• [Action item] Lines from the listing that hold the string "canvas" are what you should return.

### Information given ###

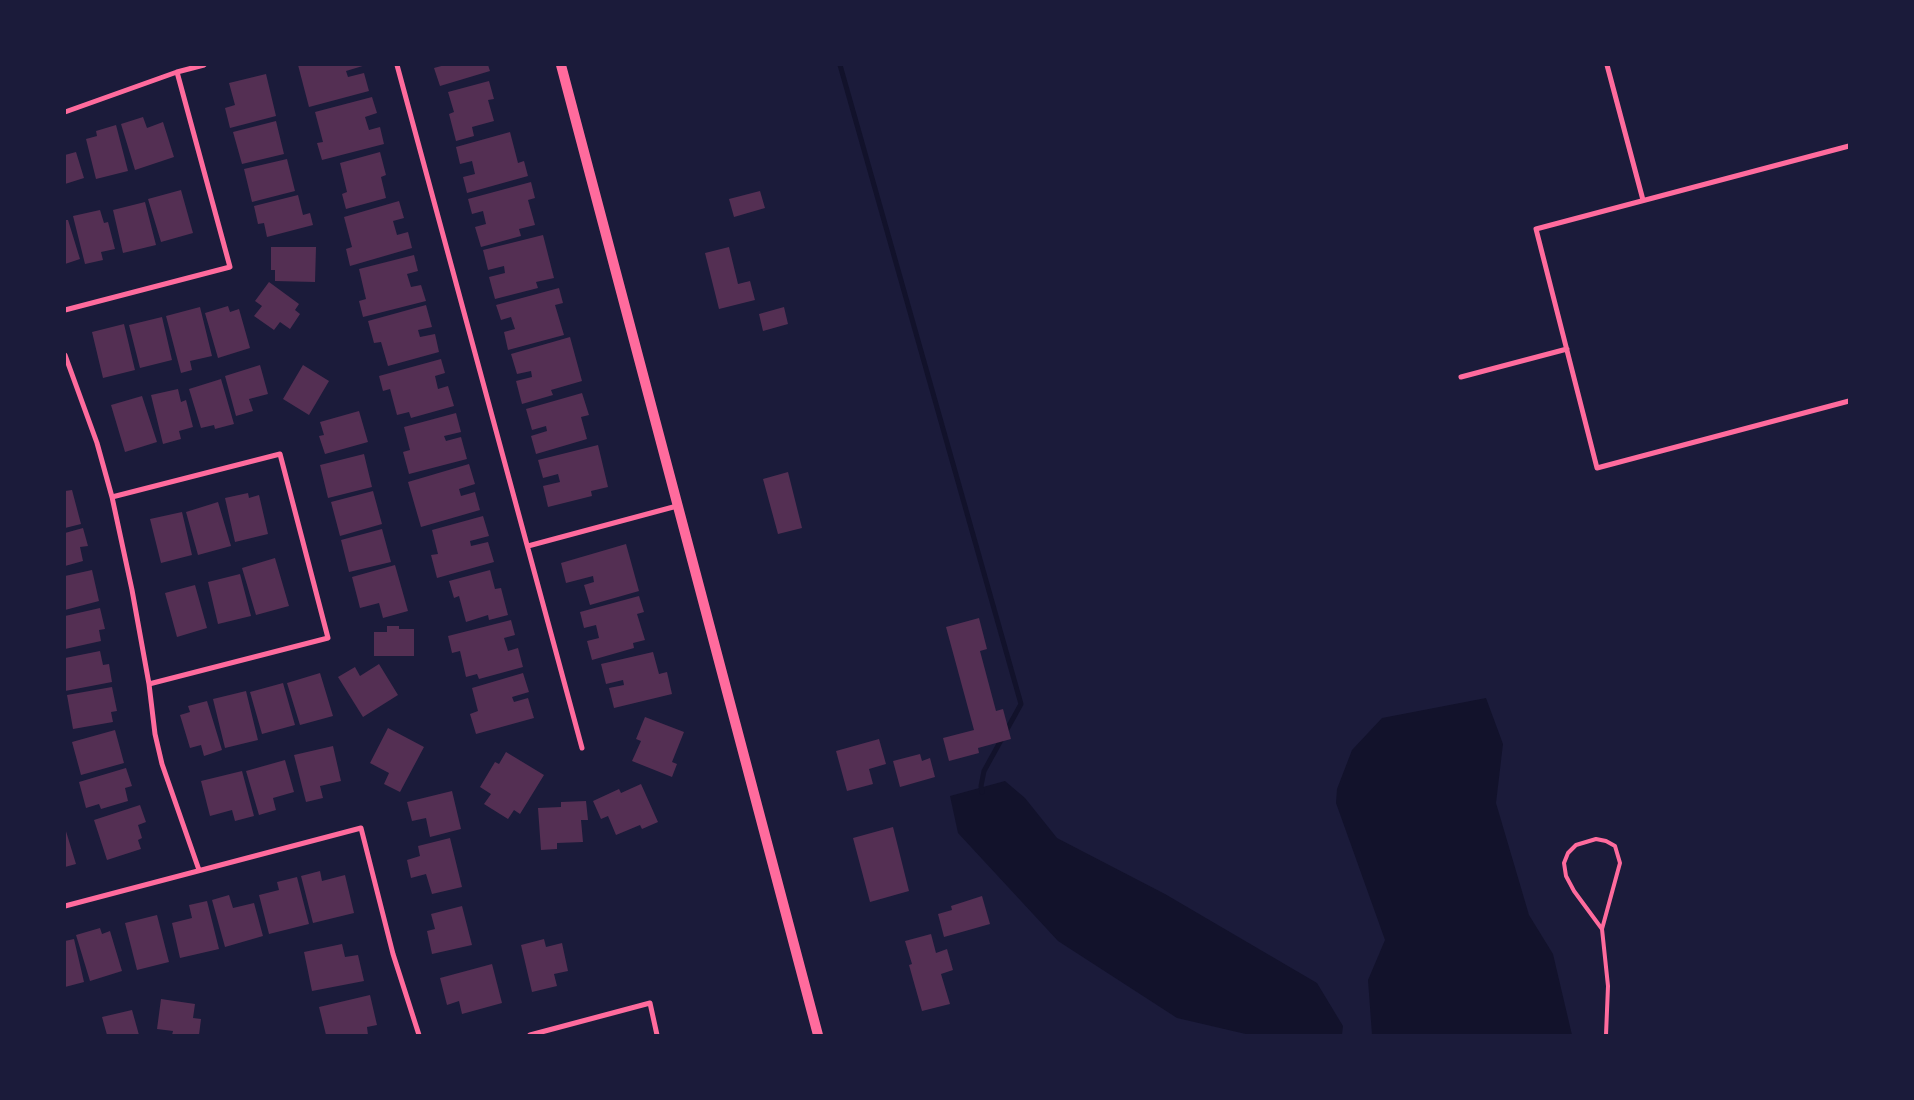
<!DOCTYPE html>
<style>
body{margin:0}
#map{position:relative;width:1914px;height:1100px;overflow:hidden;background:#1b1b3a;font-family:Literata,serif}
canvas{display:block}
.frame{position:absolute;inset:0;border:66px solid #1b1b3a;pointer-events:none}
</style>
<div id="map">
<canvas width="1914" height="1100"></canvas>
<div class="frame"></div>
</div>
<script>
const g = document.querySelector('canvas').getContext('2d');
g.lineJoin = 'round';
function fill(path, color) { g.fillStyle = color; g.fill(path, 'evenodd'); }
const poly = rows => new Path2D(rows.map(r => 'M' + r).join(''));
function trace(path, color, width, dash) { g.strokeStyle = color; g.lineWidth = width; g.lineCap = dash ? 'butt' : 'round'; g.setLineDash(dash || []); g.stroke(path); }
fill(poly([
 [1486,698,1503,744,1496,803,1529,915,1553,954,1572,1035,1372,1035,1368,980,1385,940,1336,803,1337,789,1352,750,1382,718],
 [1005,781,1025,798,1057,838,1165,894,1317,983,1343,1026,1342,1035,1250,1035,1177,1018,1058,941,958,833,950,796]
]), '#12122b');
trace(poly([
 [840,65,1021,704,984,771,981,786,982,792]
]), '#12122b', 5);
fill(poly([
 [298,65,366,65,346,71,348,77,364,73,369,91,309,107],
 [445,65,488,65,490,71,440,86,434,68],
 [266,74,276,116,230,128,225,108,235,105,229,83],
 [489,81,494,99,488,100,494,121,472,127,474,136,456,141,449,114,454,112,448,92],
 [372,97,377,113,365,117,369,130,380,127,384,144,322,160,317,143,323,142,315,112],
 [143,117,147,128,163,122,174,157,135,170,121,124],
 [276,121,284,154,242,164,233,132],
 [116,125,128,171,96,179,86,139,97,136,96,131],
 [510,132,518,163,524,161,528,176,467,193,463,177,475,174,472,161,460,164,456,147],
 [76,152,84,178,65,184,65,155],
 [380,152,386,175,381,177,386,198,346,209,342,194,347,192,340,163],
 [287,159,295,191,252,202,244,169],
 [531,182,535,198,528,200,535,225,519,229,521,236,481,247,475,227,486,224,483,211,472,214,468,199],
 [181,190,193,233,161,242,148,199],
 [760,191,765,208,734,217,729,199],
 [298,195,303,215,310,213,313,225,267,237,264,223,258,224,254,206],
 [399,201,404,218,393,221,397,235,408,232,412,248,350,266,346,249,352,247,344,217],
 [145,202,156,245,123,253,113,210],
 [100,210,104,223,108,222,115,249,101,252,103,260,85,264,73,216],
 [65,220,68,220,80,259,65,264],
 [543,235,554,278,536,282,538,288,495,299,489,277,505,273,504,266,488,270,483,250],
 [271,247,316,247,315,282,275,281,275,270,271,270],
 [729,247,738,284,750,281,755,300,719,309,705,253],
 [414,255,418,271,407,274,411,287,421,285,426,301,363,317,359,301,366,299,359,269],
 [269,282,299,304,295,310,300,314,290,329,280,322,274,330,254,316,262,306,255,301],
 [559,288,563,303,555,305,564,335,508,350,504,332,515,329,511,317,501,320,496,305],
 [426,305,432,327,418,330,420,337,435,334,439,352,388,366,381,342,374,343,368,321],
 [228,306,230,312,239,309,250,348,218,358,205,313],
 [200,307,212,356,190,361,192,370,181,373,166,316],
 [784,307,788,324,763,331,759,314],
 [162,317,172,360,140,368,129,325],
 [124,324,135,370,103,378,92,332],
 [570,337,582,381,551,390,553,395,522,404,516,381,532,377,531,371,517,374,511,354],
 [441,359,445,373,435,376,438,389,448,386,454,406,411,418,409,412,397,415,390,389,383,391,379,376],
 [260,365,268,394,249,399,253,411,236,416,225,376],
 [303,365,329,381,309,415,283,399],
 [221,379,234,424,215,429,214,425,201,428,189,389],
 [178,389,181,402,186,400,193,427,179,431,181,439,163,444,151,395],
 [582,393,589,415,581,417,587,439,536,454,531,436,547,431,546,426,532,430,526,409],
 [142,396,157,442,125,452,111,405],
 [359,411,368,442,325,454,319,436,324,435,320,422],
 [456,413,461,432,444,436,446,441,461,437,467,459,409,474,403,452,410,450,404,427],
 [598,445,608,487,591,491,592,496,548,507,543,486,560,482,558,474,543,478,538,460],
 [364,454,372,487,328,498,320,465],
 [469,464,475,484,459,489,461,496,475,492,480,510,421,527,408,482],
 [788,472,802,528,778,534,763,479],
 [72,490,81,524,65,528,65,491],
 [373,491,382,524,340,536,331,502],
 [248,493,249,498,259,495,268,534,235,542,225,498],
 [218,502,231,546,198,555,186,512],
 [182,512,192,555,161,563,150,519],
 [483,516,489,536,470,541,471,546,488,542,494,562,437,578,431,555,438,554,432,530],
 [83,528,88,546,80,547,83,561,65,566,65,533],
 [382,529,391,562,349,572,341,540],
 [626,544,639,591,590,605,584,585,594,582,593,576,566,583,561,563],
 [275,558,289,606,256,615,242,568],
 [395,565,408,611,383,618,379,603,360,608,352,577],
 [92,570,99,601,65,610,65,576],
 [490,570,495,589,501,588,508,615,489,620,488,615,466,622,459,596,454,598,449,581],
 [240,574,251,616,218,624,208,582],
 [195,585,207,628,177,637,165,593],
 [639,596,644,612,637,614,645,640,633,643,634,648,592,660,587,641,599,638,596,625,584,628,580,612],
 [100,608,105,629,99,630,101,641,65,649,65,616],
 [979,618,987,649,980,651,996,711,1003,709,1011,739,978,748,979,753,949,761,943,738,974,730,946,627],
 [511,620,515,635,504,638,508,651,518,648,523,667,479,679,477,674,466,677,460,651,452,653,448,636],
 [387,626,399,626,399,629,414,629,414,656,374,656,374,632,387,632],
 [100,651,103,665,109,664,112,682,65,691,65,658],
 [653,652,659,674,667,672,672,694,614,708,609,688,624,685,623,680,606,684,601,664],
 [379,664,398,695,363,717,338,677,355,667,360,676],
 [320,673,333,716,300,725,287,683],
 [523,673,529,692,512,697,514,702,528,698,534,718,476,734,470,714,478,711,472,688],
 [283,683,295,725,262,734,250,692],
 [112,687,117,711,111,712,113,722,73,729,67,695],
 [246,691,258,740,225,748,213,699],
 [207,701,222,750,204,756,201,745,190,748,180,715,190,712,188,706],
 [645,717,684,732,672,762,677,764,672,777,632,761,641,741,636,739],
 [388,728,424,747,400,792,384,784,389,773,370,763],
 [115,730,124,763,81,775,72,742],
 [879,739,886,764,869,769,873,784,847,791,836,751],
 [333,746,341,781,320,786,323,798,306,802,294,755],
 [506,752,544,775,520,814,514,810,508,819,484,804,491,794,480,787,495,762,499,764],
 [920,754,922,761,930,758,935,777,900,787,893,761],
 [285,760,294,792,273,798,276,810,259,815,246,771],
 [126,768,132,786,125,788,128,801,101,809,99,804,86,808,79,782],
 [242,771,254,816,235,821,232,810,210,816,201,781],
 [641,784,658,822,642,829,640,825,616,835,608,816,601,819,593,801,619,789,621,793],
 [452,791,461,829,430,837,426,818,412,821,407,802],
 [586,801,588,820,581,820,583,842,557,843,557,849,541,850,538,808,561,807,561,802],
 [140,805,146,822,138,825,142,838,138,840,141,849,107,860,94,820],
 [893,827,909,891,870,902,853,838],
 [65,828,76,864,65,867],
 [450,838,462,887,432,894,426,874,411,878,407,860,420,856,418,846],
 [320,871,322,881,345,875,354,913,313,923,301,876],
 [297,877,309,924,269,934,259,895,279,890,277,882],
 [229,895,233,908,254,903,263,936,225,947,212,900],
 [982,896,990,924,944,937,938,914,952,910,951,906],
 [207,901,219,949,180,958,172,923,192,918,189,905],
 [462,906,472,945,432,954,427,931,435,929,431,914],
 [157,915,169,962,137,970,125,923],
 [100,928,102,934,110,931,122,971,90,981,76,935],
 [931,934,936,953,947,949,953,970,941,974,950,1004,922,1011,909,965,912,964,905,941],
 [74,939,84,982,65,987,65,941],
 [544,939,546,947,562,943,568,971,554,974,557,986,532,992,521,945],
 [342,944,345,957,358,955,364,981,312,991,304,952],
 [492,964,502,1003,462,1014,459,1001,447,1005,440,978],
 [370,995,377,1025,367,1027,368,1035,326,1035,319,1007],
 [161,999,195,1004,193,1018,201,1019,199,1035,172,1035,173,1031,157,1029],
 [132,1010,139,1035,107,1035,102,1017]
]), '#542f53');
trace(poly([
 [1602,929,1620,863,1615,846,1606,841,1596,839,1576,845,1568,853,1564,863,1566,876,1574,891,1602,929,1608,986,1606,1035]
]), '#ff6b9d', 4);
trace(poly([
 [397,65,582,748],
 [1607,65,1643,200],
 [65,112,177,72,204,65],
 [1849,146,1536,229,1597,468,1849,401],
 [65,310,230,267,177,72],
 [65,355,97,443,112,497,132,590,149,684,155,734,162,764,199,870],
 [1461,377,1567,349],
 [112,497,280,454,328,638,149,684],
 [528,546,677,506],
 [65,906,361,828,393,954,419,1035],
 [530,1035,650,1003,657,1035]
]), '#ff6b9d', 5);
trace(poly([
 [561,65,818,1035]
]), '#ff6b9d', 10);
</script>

###

• [Result]
canvas{display:block}
<canvas width="1914" height="1100"></canvas>
const g = document.querySelector('canvas').getContext('2d');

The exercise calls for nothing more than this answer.